[Instructions to follow]: Can the data below be set down again exactly, line for line?
── Data under study
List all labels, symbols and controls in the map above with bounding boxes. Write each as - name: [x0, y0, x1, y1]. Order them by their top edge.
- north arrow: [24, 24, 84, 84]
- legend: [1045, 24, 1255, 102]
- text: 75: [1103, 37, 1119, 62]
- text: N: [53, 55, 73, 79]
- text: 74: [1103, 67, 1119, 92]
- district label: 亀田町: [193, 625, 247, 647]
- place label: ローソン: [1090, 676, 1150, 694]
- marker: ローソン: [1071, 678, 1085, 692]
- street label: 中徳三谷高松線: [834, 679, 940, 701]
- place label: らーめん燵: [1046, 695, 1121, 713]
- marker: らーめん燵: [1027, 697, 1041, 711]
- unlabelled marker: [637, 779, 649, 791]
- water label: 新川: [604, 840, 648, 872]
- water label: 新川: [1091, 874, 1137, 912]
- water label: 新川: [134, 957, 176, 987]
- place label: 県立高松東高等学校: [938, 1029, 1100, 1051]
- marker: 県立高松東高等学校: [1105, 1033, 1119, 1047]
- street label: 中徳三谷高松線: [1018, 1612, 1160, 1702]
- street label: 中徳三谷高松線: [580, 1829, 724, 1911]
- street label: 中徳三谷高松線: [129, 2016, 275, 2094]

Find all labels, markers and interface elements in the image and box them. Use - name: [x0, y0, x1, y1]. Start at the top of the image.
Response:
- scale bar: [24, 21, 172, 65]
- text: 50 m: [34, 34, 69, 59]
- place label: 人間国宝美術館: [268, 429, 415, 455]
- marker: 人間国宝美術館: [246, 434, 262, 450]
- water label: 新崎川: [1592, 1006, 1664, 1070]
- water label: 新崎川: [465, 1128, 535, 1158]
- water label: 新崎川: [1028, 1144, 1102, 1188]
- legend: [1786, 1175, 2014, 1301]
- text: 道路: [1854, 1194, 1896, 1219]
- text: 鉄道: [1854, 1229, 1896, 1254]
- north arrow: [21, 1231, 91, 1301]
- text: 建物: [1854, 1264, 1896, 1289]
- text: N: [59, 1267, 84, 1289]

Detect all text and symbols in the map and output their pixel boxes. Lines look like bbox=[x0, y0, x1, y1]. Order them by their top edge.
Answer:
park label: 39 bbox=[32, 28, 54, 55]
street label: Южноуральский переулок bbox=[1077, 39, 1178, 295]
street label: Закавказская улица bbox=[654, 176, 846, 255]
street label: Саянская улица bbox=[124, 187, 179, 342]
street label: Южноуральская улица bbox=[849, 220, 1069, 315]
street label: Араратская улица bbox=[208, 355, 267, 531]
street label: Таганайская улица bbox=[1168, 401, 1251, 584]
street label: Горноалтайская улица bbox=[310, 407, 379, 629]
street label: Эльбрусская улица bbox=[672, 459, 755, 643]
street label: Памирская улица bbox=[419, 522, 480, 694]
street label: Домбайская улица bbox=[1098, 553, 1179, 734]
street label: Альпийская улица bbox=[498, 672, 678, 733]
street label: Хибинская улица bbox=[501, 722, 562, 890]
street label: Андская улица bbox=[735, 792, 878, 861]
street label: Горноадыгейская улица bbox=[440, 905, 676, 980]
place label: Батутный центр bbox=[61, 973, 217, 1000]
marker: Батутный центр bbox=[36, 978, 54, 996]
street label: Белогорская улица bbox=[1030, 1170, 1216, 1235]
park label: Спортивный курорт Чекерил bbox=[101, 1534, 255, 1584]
────
[Written answer]:
List all labels, symbols and controls in the map above with bounding boxes. Write each as - name: [x0, y0, x1, y1]. Order them by their top edge.
- north arrow: [24, 24, 84, 84]
- legend: [1045, 24, 1255, 102]
- text: 75: [1103, 37, 1119, 62]
- text: N: [53, 55, 73, 79]
- text: 74: [1103, 67, 1119, 92]
- district label: 亀田町: [193, 625, 247, 647]
- place label: ローソン: [1090, 676, 1150, 694]
- marker: ローソン: [1071, 678, 1085, 692]
- street label: 中徳三谷高松線: [834, 679, 940, 701]
- place label: らーめん燵: [1046, 695, 1121, 713]
- marker: らーめん燵: [1027, 697, 1041, 711]
- unlabelled marker: [637, 779, 649, 791]
- water label: 新川: [604, 840, 648, 872]
- water label: 新川: [1091, 874, 1137, 912]
- water label: 新川: [134, 957, 176, 987]
- place label: 県立高松東高等学校: [938, 1029, 1100, 1051]
- marker: 県立高松東高等学校: [1105, 1033, 1119, 1047]
- street label: 中徳三谷高松線: [1018, 1612, 1160, 1702]
- street label: 中徳三谷高松線: [580, 1829, 724, 1911]
- street label: 中徳三谷高松線: [129, 2016, 275, 2094]

Find all labels, markers and interface elements in the image and box them. Use - name: [x0, y0, x1, y1]. Start at the top of the image.
Response:
- scale bar: [24, 21, 172, 65]
- text: 50 m: [34, 34, 69, 59]
- place label: 人間国宝美術館: [268, 429, 415, 455]
- marker: 人間国宝美術館: [246, 434, 262, 450]
- water label: 新崎川: [1592, 1006, 1664, 1070]
- water label: 新崎川: [465, 1128, 535, 1158]
- water label: 新崎川: [1028, 1144, 1102, 1188]
- legend: [1786, 1175, 2014, 1301]
- text: 道路: [1854, 1194, 1896, 1219]
- text: 鉄道: [1854, 1229, 1896, 1254]
- north arrow: [21, 1231, 91, 1301]
- text: 建物: [1854, 1264, 1896, 1289]
- text: N: [59, 1267, 84, 1289]

Detect all text and symbols in the map and output their pixel boxes. Lines look like bbox=[x0, y0, x1, y1]. Order them by their top edge.
Answer:
park label: 39 bbox=[32, 28, 54, 55]
street label: Южноуральский переулок bbox=[1077, 39, 1178, 295]
street label: Закавказская улица bbox=[654, 176, 846, 255]
street label: Саянская улица bbox=[124, 187, 179, 342]
street label: Южноуральская улица bbox=[849, 220, 1069, 315]
street label: Араратская улица bbox=[208, 355, 267, 531]
street label: Таганайская улица bbox=[1168, 401, 1251, 584]
street label: Горноалтайская улица bbox=[310, 407, 379, 629]
street label: Эльбрусская улица bbox=[672, 459, 755, 643]
street label: Памирская улица bbox=[419, 522, 480, 694]
street label: Домбайская улица bbox=[1098, 553, 1179, 734]
street label: Альпийская улица bbox=[498, 672, 678, 733]
street label: Хибинская улица bbox=[501, 722, 562, 890]
street label: Андская улица bbox=[735, 792, 878, 861]
street label: Горноадыгейская улица bbox=[440, 905, 676, 980]
place label: Батутный центр bbox=[61, 973, 217, 1000]
marker: Батутный центр bbox=[36, 978, 54, 996]
street label: Белогорская улица bbox=[1030, 1170, 1216, 1235]
park label: Спортивный курорт Чекерил bbox=[101, 1534, 255, 1584]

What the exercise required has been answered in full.